(Recorded information begins)

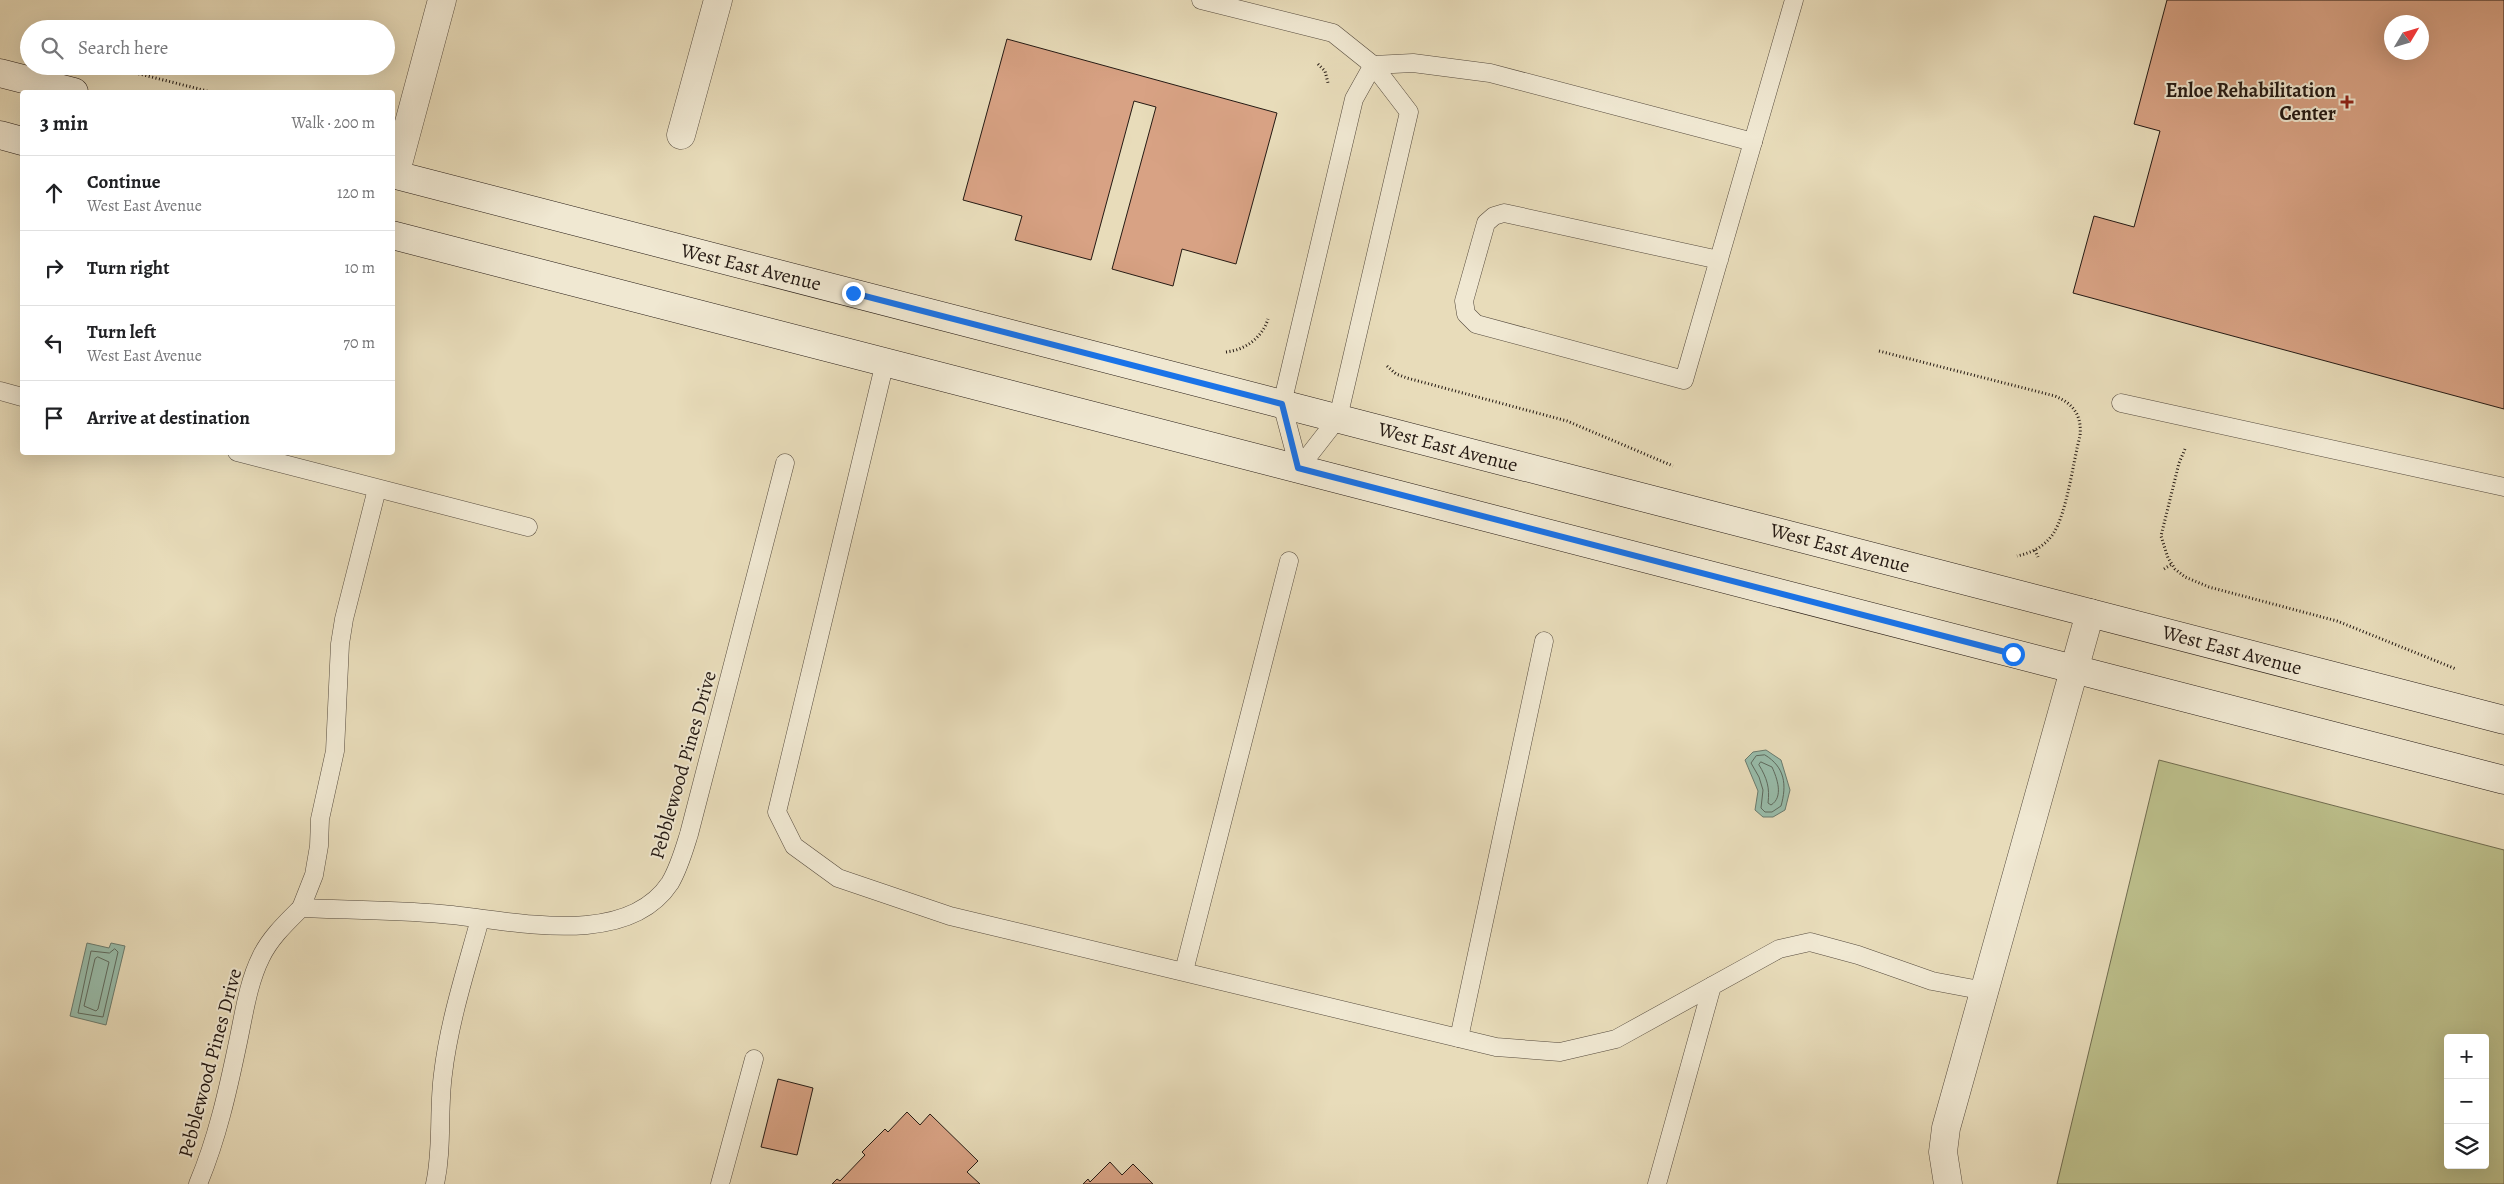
<!DOCTYPE html>
<meta charset="utf-8">
<style>
:root{--surface:#fff;--page:#f2f2f2;--text:#202124;--muted:#757577;--line:#e0e0e0}
body{margin:0;font-family:Alegreya,serif;background:var(--page);color:var(--text)}
.controls{position:absolute;right:15px;bottom:15px;display:grid;overflow:hidden;border-radius:5px;box-shadow:0 5px 20px #0002}
.controls button{width:45px;height:45px;display:grid;place-items:center;padding:0;border:0;border-bottom:1px solid var(--line);background:var(--surface);color:var(--text);font:25px sans-serif}
.compass{position:absolute;left:2384px;top:15px;width:45px;height:45px;border-radius:50%;background:var(--surface);box-shadow:0 5px 20px #0002;rotate:52deg}
.stop{position:absolute;width:15px;height:15px;margin:-11px;border:4px solid #1a73e8;border-radius:50%;background:#fff}
.stop.end{background:#1a73e8;border-color:#fff;box-shadow:0 1px 5px #0008}
.list{margin:0;padding:0;list-style:none}
h2{display:flex;justify-content:space-between;align-items:center;height:65px;margin:0;padding:0 20px;font-size:21px}
h2 small{font-size:16px;font-weight:400;color:var(--muted)}
.list li{display:grid;grid-template-columns:32px 1fr auto;gap:15px;align-items:center;box-sizing:border-box;height:75px;padding:0 20px;border-top:1px solid var(--line)}
.list b{display:block;font-size:19px;white-space:nowrap}
.list p{margin:0;font-size:16px;white-space:nowrap;color:var(--muted)}
.list em{font-size:16px;font-style:normal;color:var(--muted)}
.icon{flex:none;width:28px;height:28px;fill:none;stroke:currentColor;stroke-width:2;stroke-linecap:round;stroke-linejoin:round}
.map{position:relative;flex:none;width:2504px;height:1184px;overflow:hidden}
.search{position:absolute;background:var(--surface);box-shadow:0 5px 20px #0002;left:20px;top:20px;width:375px;height:55px;display:flex;align-items:center;gap:12px;box-sizing:border-box;padding:0 18px;border-radius:28px;color:var(--muted);font-size:19px}
.panel{position:absolute;background:var(--surface);box-shadow:0 5px 20px #0002;left:20px;top:90px;width:375px;height:365px;border-radius:5px}
.map>svg:first-child{display:block}
.green{fill:#bcbf8b;stroke:#706c4f;fill-rule:evenodd}
.water{fill:#98bcaa;stroke:#6a7b6e}
.lines{fill:none;stroke-linecap:round;stroke-linejoin:round}
.shore{stroke:#5e6a5e;stroke-width:1}
.building{fill:#d8a284;stroke:#241913;fill-rule:evenodd}
.service-casing{stroke:#554a3d;stroke-width:19}
.minor-casing{stroke:#554a3d;stroke-width:29}
.secondary-casing{stroke:#241913;stroke-width:29}
.path{stroke:#241913;stroke-width:3;stroke-dasharray:1 2.5;stroke-linecap:butt}
.service{stroke:#f0e8d2;stroke-width:18}
.minor{stroke:#f0e8d2;stroke-width:28}
.secondary{stroke:#f0e8d2;stroke-width:28}
.route{stroke:#1a73e8;stroke-width:6}
.poi-dot{fill:#8f2418;stroke:#f0e8d2;stroke-width:2}
.labels{text-anchor:middle;dominant-baseline:central;stroke-width:4;stroke-linejoin:round;paint-order:stroke}
.poi-label{font-size:20px;font-weight:bold;fill:#241913;stroke:#f0e8d2;text-anchor:end}
.street-label{font-size:20px;fill:#241913;stroke:#f0e8d2}
</style>
<div class="map">
<svg width="2504" height="1184" viewBox="0 0 2504 1184">
<rect width="100%" height="100%" fill="#e8dcba"/>
<filter id="stains"><feTurbulence type="fractalNoise" baseFrequency=".004" numOctaves="4"/><feColorMatrix values="0 0 0 0 .2 0 0 0 0 .09 0 0 0 0 .02 0 0 0 .5 -.17"/></filter>
<radialGradient id="worn" r=".72"><stop offset=".6" stop-color="#630" stop-opacity="0"/><stop offset="1" stop-color="#630" stop-opacity=".3"/></radialGradient>
<path class="green" d="M2159 760 2504 850V1184H2057ZM2448 1038H2485V1165H2448Z"/>
<g class="water">
<polygon points="1766,750 1781,760 1790,790 1785,810 1773,817 1763,817 1755,810 1758,791 1745,760 1753,752"/>
<polygon points="87,943 109,948 111,943 125,946 106,1025 70,1016"/>
</g>
<g class="lines">
<g class="shore">
<path d="M1765 755C1785 767 1787 785 1781 806L1772 812H1765L1761 808 1763 790 1759 777 1751 763 1756 756Z"/>
<path d="M1761 762 1772 767C1777 778 1784 797 1771 805L1768 803C1770 788 1767 778 1759 765Z"/>
<polygon points="115,949 118,952 103,1017 78,1013 91,951 109,953"/>
<polygon points="98,957 109,962 98,1009 96,1011 84,1006 95,959"/>
</g>
</g>
<g class="building">
<path d="M2167 0H2504V409L2073 293 2094 216 2134 227 2160 131 2134 124ZM2392 22H2422V52H2392Z"/>
<polygon points="1007,39 1277,113 1236,264 1182,249 1173,286 1112,269 1156,107 1134,101 1091,260 1015,240 1022,216 963,200"/>
<polygon points="778,1079 813,1088 797,1155 761,1147"/>
<polygon points="907,1112 920,1125 930,1114 978,1161 967,1172 980,1184 832,1184 837,1179 840,1181 865,1155 862,1152 885,1129 888,1132"/>
<polygon points="1110,1162 1122,1175 1133,1164 1153,1184 1083,1184 1088,1179 1090,1182"/>
</g>
<g class="lines">
<defs>
<g id="service">
<polyline points="1201,0 1333,33 1373,65 1409,112 1338,418 1299,468"/>
<polyline points="1373,65 1413,63 1490,73 1753,142"/>
<polyline points="1719,260 1504,213 1494,216 1486,223 1464,301 1466,314 1476,324 1684,380 1794,0"/>
<polyline points="885,362 777,812 794,846 838,878 950,916 1496,1047 1560,1052 1616,1039 1779,949 1810,942 1858,955 1932,981 1985,991"/>
<polyline points="0,391 22,397"/>
<polyline points="2121,403 2504,487"/>
<polyline points="237,452 528,527"/>
<polyline points="1299,468 1282,404 1354,99 1373,65"/>
<polyline points="301,908 314,875 319,846 320,819 335,751 340,644 344,619 377,489"/>
<polyline points="1184,971 1289,561"/>
<polyline points="1459,1038 1544,641"/>
<path d="M198 1184C217 1139 228 1090 238 1042 244 1014 248 983 261 957 270 938 286 923 301 908 348 910 395 910 441 914 507 919 625 951 670 883 679 868 684 850 689 834L785 463"/>
<path d="M435 1184C443 1147 438 1111 443 1074 449 1022 466 970 480 919"/>
<polyline points="720,1184 754,1059"/>
<polyline points="1657,1184 1712,986"/>
</g>
<g id="minor">
<polyline points="681,135 718,0"/>
<polyline points="395,175 442,0"/>
<polyline points="1948,1184 1943,1152 1946,1128 2090,613"/>
</g>
<g id="secondary">
<polyline points="0,73 74,92"/>
<polyline points="0,135 22,141"/>
<polyline points="392,174 2504,720"/>
<polyline points="392,235 2504,780"/>
</g>
</defs>
<use href="#service" class="service-casing"/>
<use href="#minor" class="minor-casing"/>
<use href="#secondary" class="secondary-casing"/>
<g class="path">
<polyline points="1318,64 1325,71 1328,83"/>
<polyline points="108,66 211,92"/>
<path d="M1879 351 2055 396C2074 404 2082 416 2080 436 2073 462 2067 513 2053 534 2044 547 2031 553 2017 556"/>
<path d="M1226 352C1245 350 1262 338 1268 319"/>
<polyline points="1387,366 1396,374 1407,378 1567,421 1673,466"/>
<polyline points="2185,449 2179,463 2161,536 2168,558 2175,569 2185,577 2209,587 2337,621 2456,669"/>
<polyline points="2035,550 2038,557"/>
<polyline points="2164,569 2172,564"/>
</g>
<use href="#service" class="service"/>
<use href="#minor" class="minor"/>
<use href="#secondary" class="secondary"/>
</g>
<g class="lines">
<polyline class="route" points="853,293 1282,404 1298,468 2013,654"/>
</g>
<path class="poi-dot" d="M2344.5 94.5h5v5h5v5h-5v5h-5v-5h-5v-5h5z"/>
<g class="labels">
<g class="poi-label">
<text x="2336" y="90">Enloe Rehabilitation<tspan x="2336" dy="23">Center</tspan></text>
</g>
<g class="street-label">
<text transform="translate(751 267) rotate(14)">West East Avenue</text>
<text transform="translate(1448 447) rotate(15)">West East Avenue</text>
<text transform="translate(1840 548) rotate(15)">West East Avenue</text>
<text transform="translate(2232 650) rotate(15)">West East Avenue</text>
<text transform="translate(683 765) rotate(-74)">Pebblewood Pines Drive</text>
<text transform="translate(210 1063) rotate(-75)">Pebblewood Pines Drive</text>
</g>
</g>
<rect width="100%" height="100%" filter="url(#stains)"/>
<rect width="100%" height="100%" fill="url(#worn)"/>
</svg>
<div class="controls">
<button>+</button>
<button>−</button>
<button><svg class="icon" aria-label="layers" viewBox="0 0 24 24"><path d="M12 4l9 5-9 5-9-5zM3 14l9 5 9-5"/></svg></button>
</div>
<svg class="compass" viewBox="-18 -18 36 36"><path d="M0-13l5 13h-10z" fill="#e53935"/><path d="M0 13l5-13h-10z" fill="#757577"/></svg>
<div class="stop" style="left:2013px;top:654px"></div>
<div class="stop end" style="left:853px;top:293px"></div>
<div class="search"><svg class="icon" aria-label="search" viewBox="0 0 24 24"><circle cx="10" cy="10" r="6"/><path d="M15 15l6 6"/></svg>Search here</div>
<section class="panel">
<h2>3 min<small>Walk · 200 m</small></h2>
<ul class="list">
<li><svg class="icon" aria-label="ahead" viewBox="0 0 24 24"><path d="M12 20V5M6 11l6-6 6 6"/></svg><div><b>Continue</b><p>West East Avenue</p></div><em>120 m</em></li>
<li><svg class="icon" aria-label="right" viewBox="0 0 24 24"><path d="M7 20v-9h11M14 6l5 5-5 5"/></svg><div><b>Turn right</b></div><em>10 m</em></li>
<li><svg class="icon" aria-label="left" viewBox="0 0 24 24"><path d="M17 20v-9H6M10 6l-5 5 5 5"/></svg><div><b>Turn left</b><p>West East Avenue</p></div><em>70 m</em></li>
<li><svg class="icon" aria-label="arrive" viewBox="0 0 24 24"><path d="M6 21V4h12l-3 4 3 4H6"/></svg><div><b>Arrive at destination</b></div></li>
</ul>
</section>
</div>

(Recorded information ends)

_Instructions for the task_
All lines of the records containing "white" should be shown.

_Task result_
.list b{display:block;font-size:19px;white-space:nowrap}
.list p{margin:0;font-size:16px;white-space:nowrap;color:var(--muted)}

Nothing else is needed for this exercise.